Activity: Your answer must be every line of the data that holds the string "Kwinana".

[Saved entries]
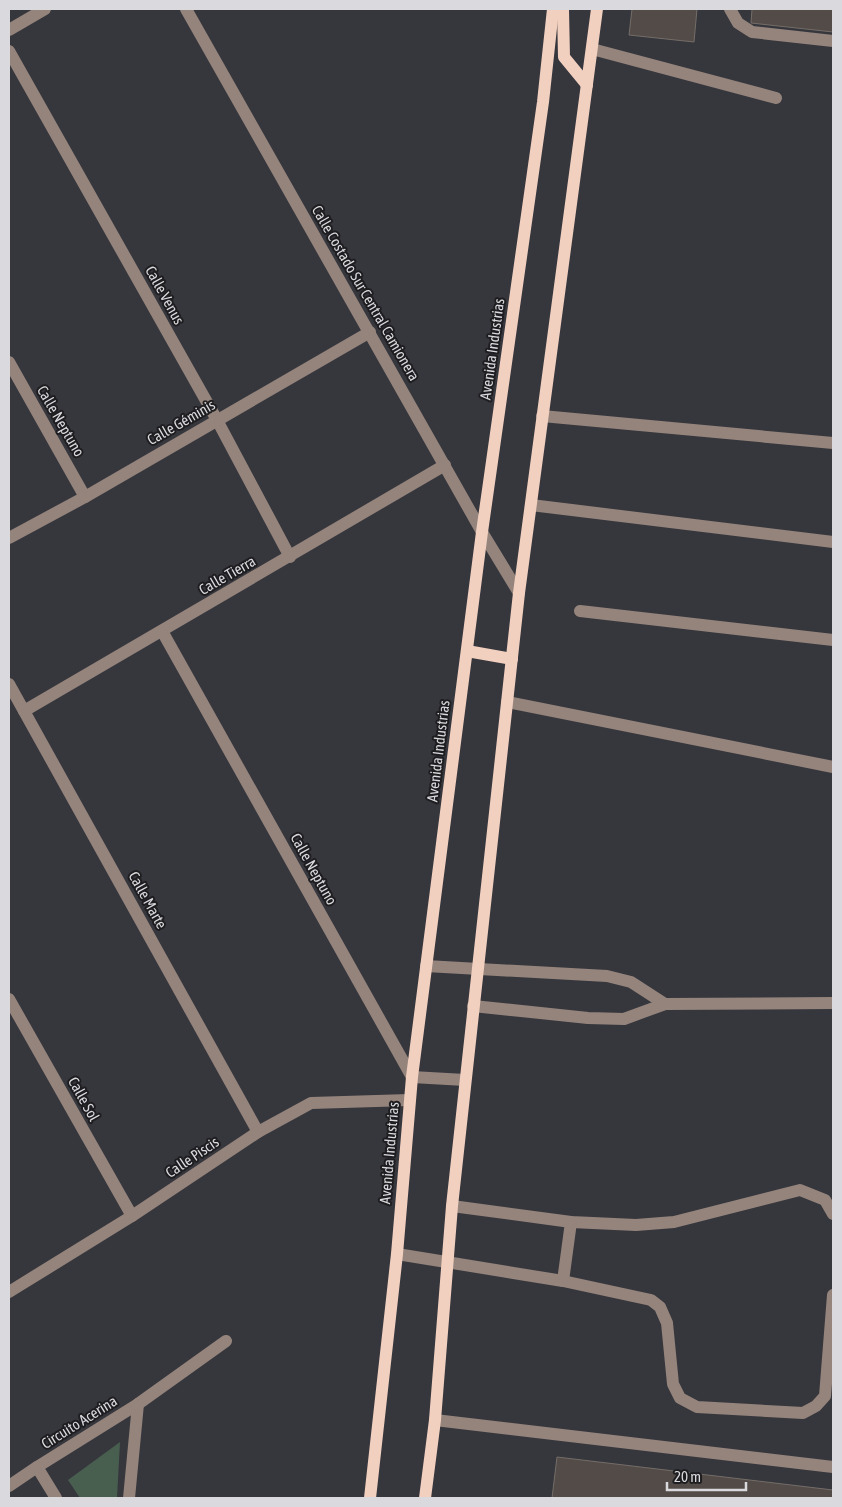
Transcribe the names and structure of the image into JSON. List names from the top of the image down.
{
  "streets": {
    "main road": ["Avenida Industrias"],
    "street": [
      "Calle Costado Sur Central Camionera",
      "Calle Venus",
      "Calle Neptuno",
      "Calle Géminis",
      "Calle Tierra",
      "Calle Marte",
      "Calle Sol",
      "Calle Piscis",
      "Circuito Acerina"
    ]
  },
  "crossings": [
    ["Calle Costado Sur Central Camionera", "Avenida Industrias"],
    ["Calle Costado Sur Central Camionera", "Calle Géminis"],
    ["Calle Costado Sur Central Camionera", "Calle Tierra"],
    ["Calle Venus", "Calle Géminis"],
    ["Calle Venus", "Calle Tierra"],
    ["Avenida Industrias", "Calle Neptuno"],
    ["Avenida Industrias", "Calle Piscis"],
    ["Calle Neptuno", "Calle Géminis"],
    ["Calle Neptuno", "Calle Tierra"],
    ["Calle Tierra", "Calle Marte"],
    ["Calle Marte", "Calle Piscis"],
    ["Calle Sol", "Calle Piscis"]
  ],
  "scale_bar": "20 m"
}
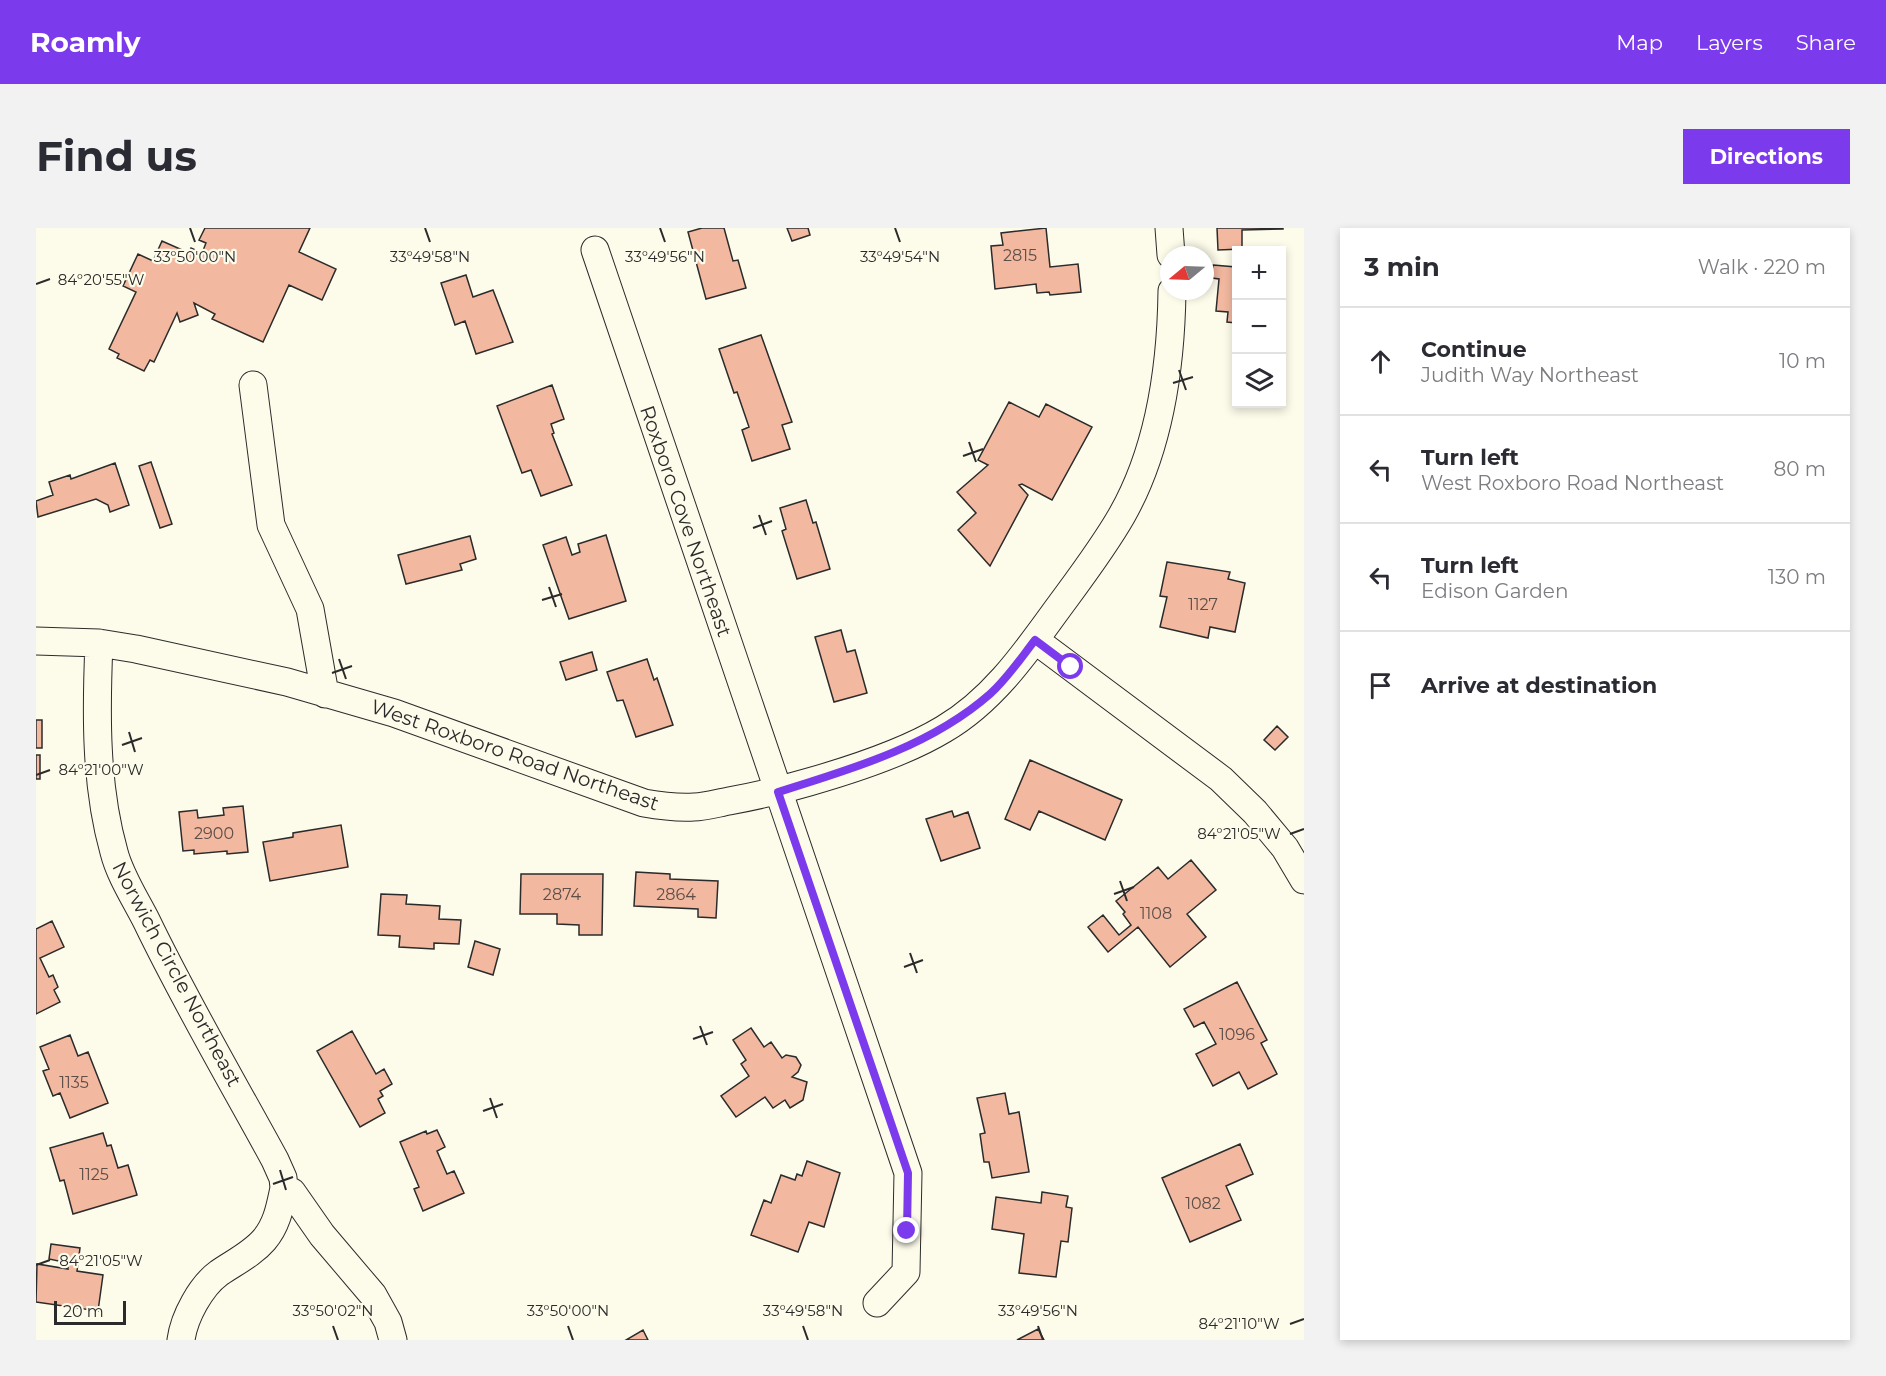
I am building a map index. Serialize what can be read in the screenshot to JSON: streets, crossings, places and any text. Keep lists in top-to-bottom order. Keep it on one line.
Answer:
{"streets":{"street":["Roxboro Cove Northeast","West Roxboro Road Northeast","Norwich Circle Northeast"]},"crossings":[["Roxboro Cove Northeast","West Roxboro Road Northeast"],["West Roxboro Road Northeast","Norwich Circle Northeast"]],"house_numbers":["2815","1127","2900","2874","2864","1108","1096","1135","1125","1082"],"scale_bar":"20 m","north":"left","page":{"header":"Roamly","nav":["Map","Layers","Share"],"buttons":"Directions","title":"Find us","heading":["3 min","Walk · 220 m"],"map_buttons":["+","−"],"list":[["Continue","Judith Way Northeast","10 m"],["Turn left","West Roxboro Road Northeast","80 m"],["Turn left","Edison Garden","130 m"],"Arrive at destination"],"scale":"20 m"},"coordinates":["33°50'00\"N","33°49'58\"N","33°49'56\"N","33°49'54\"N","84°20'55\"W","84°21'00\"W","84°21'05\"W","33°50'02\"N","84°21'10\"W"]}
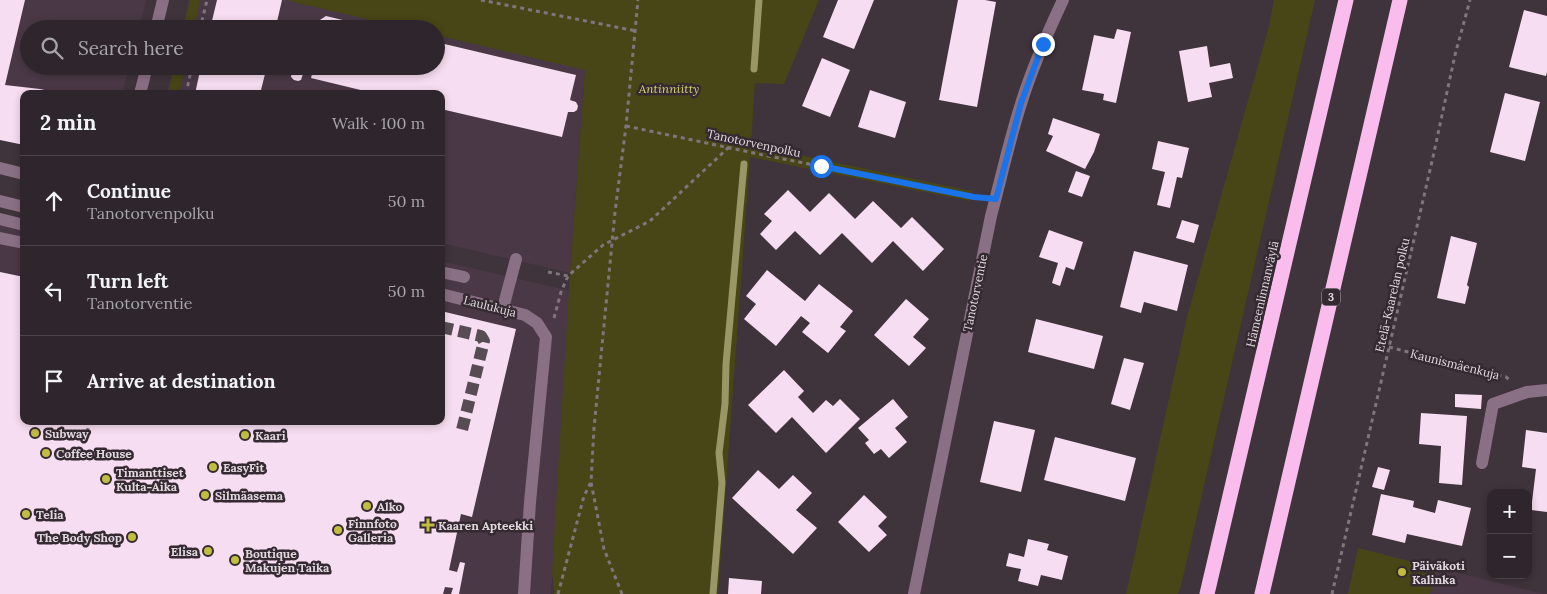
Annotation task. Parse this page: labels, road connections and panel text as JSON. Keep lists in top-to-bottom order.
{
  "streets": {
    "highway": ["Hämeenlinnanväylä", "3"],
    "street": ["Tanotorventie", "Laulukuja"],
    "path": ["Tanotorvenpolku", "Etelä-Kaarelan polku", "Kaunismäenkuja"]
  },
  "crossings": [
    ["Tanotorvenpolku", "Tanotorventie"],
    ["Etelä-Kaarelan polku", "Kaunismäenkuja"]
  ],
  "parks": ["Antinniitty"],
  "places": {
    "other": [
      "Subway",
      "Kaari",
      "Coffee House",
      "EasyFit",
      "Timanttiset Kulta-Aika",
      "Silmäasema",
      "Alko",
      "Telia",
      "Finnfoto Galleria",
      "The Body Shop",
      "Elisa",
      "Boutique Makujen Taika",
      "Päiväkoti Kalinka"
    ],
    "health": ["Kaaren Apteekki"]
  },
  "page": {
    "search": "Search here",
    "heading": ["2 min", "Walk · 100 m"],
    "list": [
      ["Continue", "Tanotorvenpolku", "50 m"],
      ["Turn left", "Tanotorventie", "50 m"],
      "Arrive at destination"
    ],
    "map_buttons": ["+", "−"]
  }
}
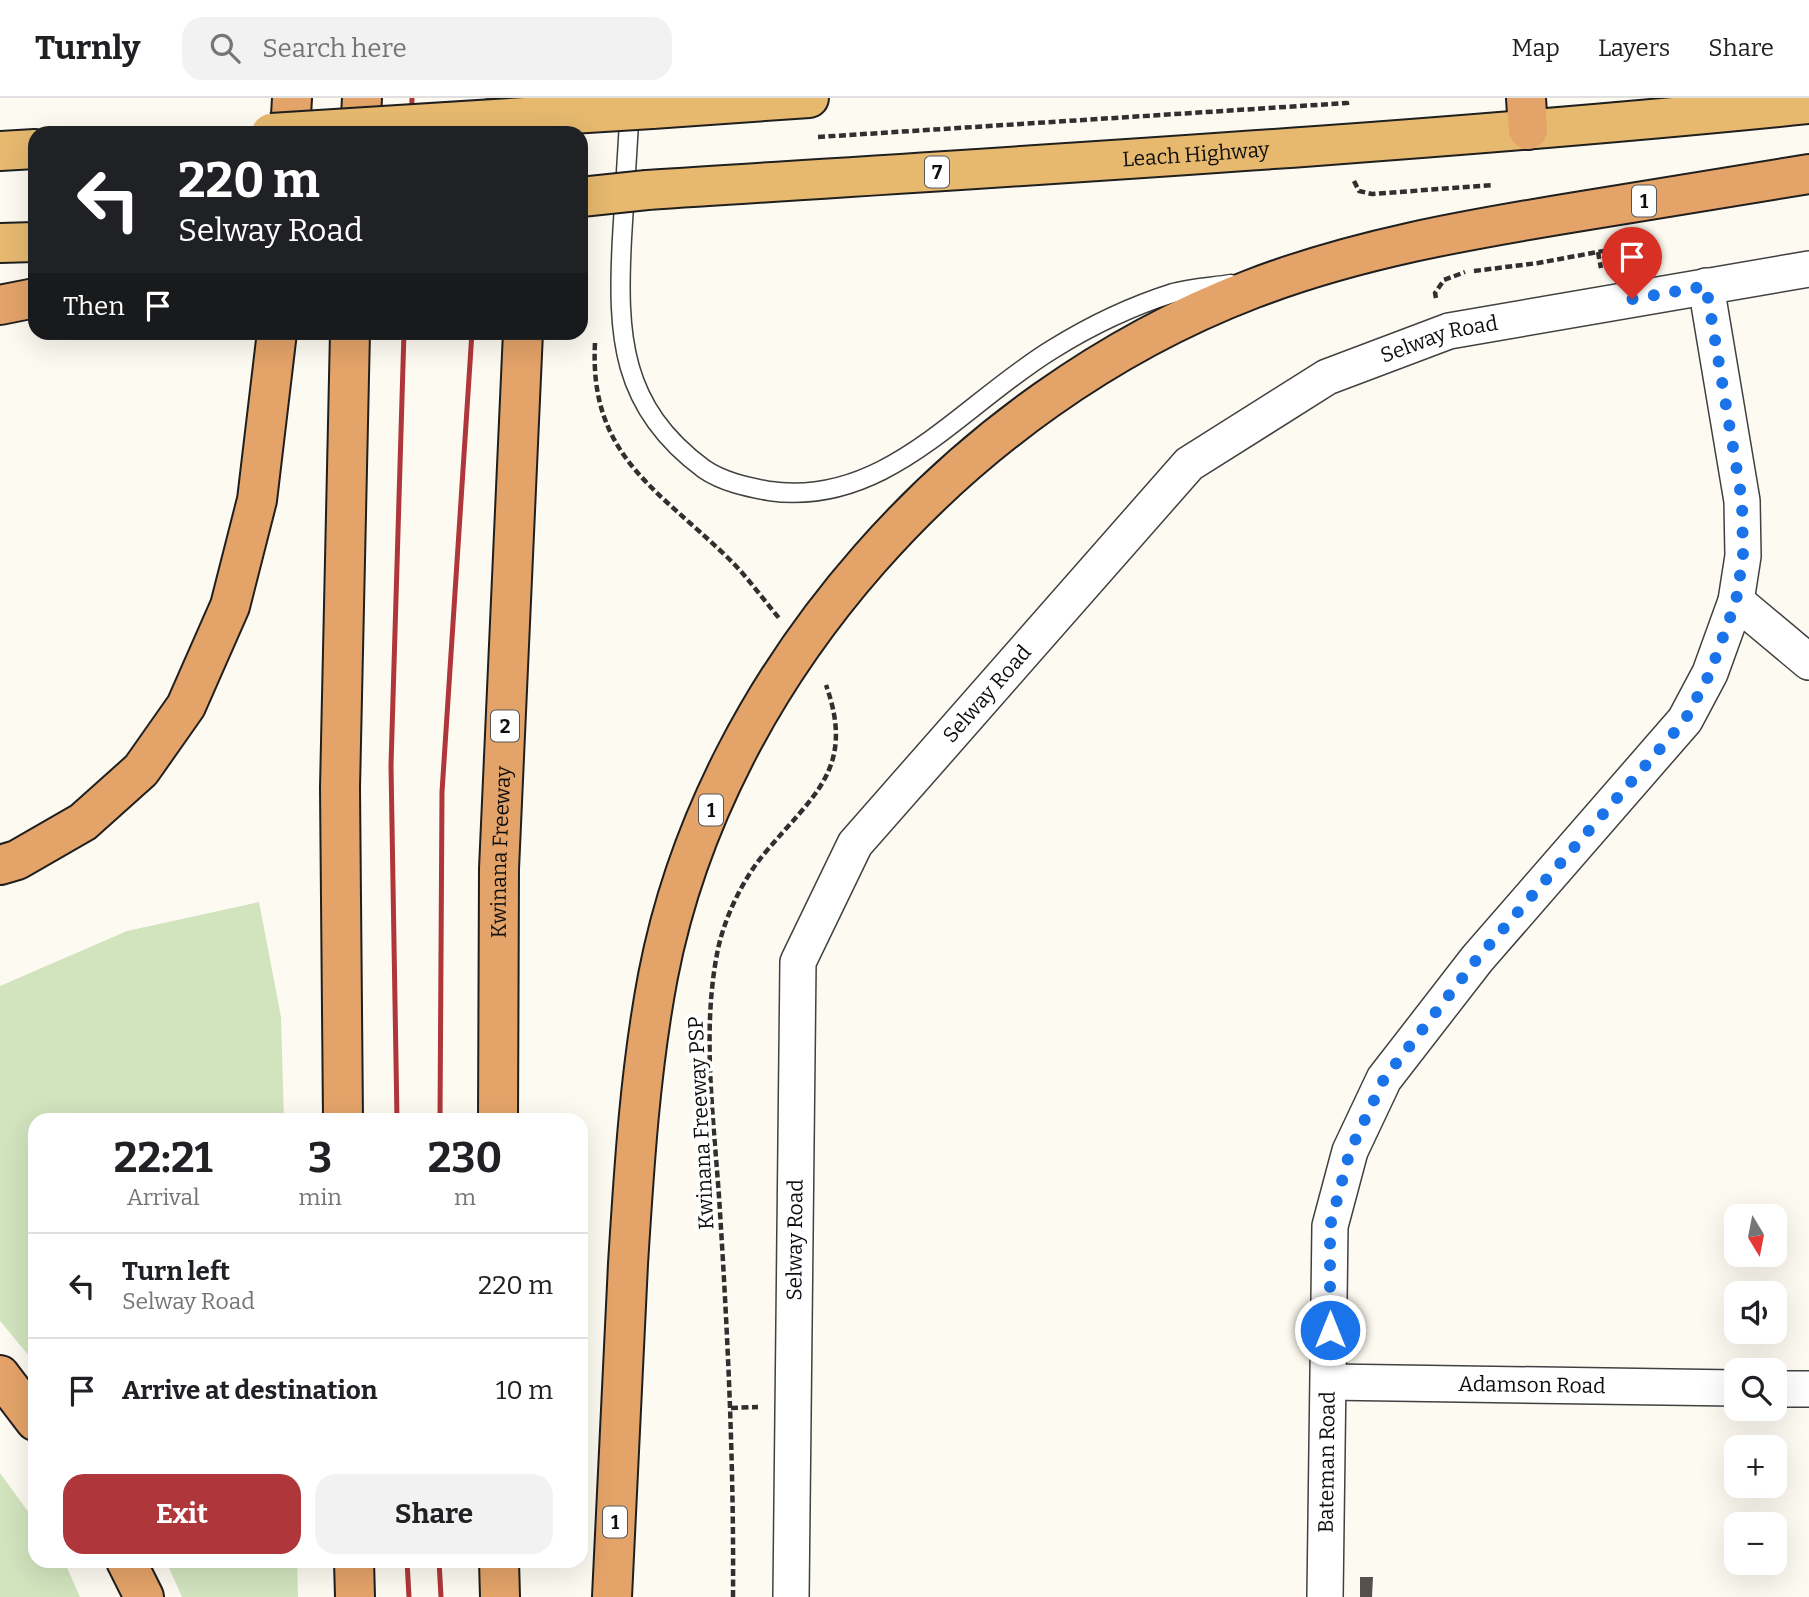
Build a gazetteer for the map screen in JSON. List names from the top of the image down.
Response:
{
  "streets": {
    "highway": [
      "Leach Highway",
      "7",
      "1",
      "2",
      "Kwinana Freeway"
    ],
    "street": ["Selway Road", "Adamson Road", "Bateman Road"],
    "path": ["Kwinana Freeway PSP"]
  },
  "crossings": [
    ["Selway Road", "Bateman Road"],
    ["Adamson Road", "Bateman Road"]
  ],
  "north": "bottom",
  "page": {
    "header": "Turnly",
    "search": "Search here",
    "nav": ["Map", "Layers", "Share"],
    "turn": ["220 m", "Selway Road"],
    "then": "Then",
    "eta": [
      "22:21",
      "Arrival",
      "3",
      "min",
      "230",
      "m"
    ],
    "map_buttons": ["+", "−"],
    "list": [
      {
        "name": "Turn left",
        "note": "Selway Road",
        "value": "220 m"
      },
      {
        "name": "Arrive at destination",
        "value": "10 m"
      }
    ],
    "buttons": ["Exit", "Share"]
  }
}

Answer space:
      "Kwinana Freeway"
    "path": ["Kwinana Freeway PSP"]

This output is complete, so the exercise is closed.